**WHAT THIS TASK INVOLVES**
Set down the entries once more, exactly as given.

══ DATA TO PROCESS

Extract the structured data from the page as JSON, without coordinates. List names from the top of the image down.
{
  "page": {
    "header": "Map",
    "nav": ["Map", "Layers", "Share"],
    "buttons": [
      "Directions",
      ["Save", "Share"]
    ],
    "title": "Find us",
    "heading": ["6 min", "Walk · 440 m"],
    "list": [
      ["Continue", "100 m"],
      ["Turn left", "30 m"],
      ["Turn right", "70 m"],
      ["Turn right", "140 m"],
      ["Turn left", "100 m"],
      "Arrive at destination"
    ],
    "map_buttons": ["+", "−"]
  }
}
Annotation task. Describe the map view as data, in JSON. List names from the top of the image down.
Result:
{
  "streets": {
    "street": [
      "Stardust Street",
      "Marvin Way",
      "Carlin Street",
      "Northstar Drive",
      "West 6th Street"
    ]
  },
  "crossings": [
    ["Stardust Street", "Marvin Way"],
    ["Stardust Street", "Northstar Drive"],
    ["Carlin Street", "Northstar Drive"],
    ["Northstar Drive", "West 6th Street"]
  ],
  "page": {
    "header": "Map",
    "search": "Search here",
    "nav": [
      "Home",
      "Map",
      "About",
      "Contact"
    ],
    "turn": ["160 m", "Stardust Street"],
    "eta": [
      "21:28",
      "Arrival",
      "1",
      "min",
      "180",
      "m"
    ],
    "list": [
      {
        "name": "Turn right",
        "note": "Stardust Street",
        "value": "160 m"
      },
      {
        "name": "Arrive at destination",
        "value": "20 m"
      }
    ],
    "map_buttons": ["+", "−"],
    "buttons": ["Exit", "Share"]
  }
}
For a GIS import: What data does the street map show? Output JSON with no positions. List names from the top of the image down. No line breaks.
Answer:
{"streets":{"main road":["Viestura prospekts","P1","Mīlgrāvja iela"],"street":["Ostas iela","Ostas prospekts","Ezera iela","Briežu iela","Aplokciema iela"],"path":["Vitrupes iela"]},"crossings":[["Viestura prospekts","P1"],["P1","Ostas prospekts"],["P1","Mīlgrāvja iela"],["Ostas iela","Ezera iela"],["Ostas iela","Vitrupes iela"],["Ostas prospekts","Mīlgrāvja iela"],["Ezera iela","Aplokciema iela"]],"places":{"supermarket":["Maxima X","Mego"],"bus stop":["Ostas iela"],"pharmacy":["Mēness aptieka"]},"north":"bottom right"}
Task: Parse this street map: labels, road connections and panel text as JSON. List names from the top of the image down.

════

**OUTPUT FOR THIS TASK**
Extract the structured data from the page as JSON, without coordinates. List names from the top of the image down.
{
  "page": {
    "header": "Map",
    "nav": ["Map", "Layers", "Share"],
    "buttons": [
      "Directions",
      ["Save", "Share"]
    ],
    "title": "Find us",
    "heading": ["6 min", "Walk · 440 m"],
    "list": [
      ["Continue", "100 m"],
      ["Turn left", "30 m"],
      ["Turn right", "70 m"],
      ["Turn right", "140 m"],
      ["Turn left", "100 m"],
      "Arrive at destination"
    ],
    "map_buttons": ["+", "−"]
  }
}
Annotation task. Describe the map view as data, in JSON. List names from the top of the image down.
Result:
{
  "streets": {
    "street": [
      "Stardust Street",
      "Marvin Way",
      "Carlin Street",
      "Northstar Drive",
      "West 6th Street"
    ]
  },
  "crossings": [
    ["Stardust Street", "Marvin Way"],
    ["Stardust Street", "Northstar Drive"],
    ["Carlin Street", "Northstar Drive"],
    ["Northstar Drive", "West 6th Street"]
  ],
  "page": {
    "header": "Map",
    "search": "Search here",
    "nav": [
      "Home",
      "Map",
      "About",
      "Contact"
    ],
    "turn": ["160 m", "Stardust Street"],
    "eta": [
      "21:28",
      "Arrival",
      "1",
      "min",
      "180",
      "m"
    ],
    "list": [
      {
        "name": "Turn right",
        "note": "Stardust Street",
        "value": "160 m"
      },
      {
        "name": "Arrive at destination",
        "value": "20 m"
      }
    ],
    "map_buttons": ["+", "−"],
    "buttons": ["Exit", "Share"]
  }
}
For a GIS import: What data does the street map show? Output JSON with no positions. List names from the top of the image down. No line breaks.
Answer:
{"streets":{"main road":["Viestura prospekts","P1","Mīlgrāvja iela"],"street":["Ostas iela","Ostas prospekts","Ezera iela","Briežu iela","Aplokciema iela"],"path":["Vitrupes iela"]},"crossings":[["Viestura prospekts","P1"],["P1","Ostas prospekts"],["P1","Mīlgrāvja iela"],["Ostas iela","Ezera iela"],["Ostas iela","Vitrupes iela"],["Ostas prospekts","Mīlgrāvja iela"],["Ezera iela","Aplokciema iela"]],"places":{"supermarket":["Maxima X","Mego"],"bus stop":["Ostas iela"],"pharmacy":["Mēness aptieka"]},"north":"bottom right"}
Task: Parse this street map: labels, road connections and panel text as JSON. List names from the top of the image down.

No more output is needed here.